Alors j'entends ceux qui disent qu'avoir un vélo personnel à Paris, c'est compliqué parce que t'as pas forcément de garage pour le garer. Hum. Prenons un grosminet. Qui a toujours eu un vélo.
Nous habitions dans une vieil immeuble du 14è. Ben, il le rangeait dans le local à poubelle comme le reste des vélos des habitants de l'immeuble. Sinon il le mettait dans un parking 2 roues. Si,
si, et on ne lui a jamais volé. Eh oui, le vélo à 99€ de chez gothlon, personne le choure, c'est comme ça.
Autre excuse, oui mais un vélo perso, il faut regonfler ses pneus. Trop dur. D'où le véliberk est un con assisté. Il préfère payer pour qu'on lui gonfle ses pneus, le concept de pompe lui est
complètement étranger.
Donc là, tu te dis, oui mais le banlieusard qui arrive à Paris par le RER, il va pas y mettre son vélo pour pouvoir rouler à Paris. Ben non, donc effectivement ça pourrait bien lui servir le
vélib. Oui mais le banlieusard, c'est un peu carrément un touriste à Paname. Et le touriste est con assisté, c'est bien connu, c'est une vache à lait, cqfd.
- Autre concept qui déchire pour aider Delanoë :
Moi je dis, il faut faire payer les escaliers dans le métro. Sérieux,tu vends ça en disant que c'est écolo de prendre les
escaliers (ben oui les escalators ça dépense de l'énergie), c'est bio/bon/bien pour ton corps de faire tout cet exercice. Mais la force c'est de faire payer. Genre un forfait de 30€ à l'année et
la première 1/2h d'escalier gratos. Moi je le dis, ça va tout déchirer, attends c'est une trop bonne affaire.
- Comment lutter contre le véliberk ?
Revenons à nos moutons cons assistés. Comment lutter contre cette espèce qui prolifère à une vitesse phénoménale.
Comme je suis d'une nature non violente et tout à fait égalitaire, il est formellement interdit d'écraser sciemment un véliberk avec son 12m2. Par contre, il faut encourager la sélection
naturelle. Attention, certains véliberks respectent le code de la route, ben ouais une règle n'est jamais valable sans exception. Laissez ceux-là en paix, occupons-nous des autres, il y a déjà
assez à faire.
Quand un véliberk fait une entorse au code de la route, il faut l'applaudir, et même les compter.
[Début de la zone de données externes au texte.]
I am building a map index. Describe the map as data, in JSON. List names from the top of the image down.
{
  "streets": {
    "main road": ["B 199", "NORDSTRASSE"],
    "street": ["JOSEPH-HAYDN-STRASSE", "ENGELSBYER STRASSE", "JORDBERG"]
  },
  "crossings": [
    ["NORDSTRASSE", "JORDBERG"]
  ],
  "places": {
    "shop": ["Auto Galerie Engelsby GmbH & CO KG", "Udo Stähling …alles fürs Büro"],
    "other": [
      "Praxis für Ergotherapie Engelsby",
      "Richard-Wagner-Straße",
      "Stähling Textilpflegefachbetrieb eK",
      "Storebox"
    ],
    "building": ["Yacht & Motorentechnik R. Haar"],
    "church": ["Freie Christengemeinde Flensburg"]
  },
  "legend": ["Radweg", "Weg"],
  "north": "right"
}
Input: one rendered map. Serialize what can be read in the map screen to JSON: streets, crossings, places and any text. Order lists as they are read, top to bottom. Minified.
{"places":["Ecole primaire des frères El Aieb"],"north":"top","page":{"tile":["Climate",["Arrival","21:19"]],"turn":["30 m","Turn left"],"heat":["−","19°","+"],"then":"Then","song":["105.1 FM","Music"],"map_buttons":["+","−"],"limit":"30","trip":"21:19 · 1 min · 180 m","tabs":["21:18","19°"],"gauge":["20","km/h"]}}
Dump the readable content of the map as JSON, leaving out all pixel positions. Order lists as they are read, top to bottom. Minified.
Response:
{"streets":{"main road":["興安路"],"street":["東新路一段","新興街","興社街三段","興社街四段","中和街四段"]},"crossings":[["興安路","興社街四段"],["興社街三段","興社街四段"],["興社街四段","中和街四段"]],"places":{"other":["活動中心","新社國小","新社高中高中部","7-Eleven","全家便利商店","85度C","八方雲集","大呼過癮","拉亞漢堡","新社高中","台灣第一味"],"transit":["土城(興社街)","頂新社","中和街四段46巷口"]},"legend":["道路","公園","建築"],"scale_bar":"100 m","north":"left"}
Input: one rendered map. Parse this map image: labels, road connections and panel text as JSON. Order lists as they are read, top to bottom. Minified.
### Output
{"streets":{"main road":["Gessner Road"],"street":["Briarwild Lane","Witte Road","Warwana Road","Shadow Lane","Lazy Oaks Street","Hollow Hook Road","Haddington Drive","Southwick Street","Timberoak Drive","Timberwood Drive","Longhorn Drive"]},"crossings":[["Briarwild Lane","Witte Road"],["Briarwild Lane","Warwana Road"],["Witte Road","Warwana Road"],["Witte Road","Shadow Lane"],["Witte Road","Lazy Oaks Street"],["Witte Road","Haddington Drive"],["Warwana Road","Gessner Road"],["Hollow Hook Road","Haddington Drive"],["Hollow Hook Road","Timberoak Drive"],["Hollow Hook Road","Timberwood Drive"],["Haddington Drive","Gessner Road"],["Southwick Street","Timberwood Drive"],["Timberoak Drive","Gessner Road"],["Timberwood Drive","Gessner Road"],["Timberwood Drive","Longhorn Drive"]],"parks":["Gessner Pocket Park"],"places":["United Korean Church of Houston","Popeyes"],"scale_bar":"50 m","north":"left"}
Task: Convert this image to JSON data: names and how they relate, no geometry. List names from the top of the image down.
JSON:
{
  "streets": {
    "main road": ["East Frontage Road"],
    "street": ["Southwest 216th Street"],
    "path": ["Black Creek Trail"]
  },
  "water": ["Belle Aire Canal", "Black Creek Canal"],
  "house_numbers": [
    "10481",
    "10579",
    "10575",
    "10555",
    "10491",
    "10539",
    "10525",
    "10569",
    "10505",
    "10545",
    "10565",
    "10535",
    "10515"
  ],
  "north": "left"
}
Exemple : le véliberk grille un feu rouge, compter très fort "Et un!" et applaudir. 100 mètres plus loin, t'as eu le temps de le rattraper quand tu as eu le feu vert, il grille son
deuxième feu rouge. Crier "Et de deux" et applaudir encore plus fort. En règle générale, le véliberk a très peu d'humour, a rit jaune la première fois, fait un bras d'honneur la deuxième fois en
manquant de se casser la gueule, et ça c'est drôle.
Quand un véliberk passe en dessous de la terrasse des tes copains où tu sirotes tranquillement l'apéro, crier le slogan "A bas les vélibs, tuons les vélibs". De une, le vélibou est sourd, il
sourit bêtement, grille son feu rouge et manque de se faire renverser par inattention. De deux, il n'est pas sourd, fait un bras d'honneur, cf plus haut.
Alors camarade, engageons la lutte et crie après moi "A BAS LES VELIBS, TUONS LES VELIBS !!!!!!"
Gageons qu'une fois le vrai temps parisien dégueu tout pluvieux revenu, on va en perdre beaucoup dans la bataille. Comme les motards du dimanche, pfff.
Vous en parlez ..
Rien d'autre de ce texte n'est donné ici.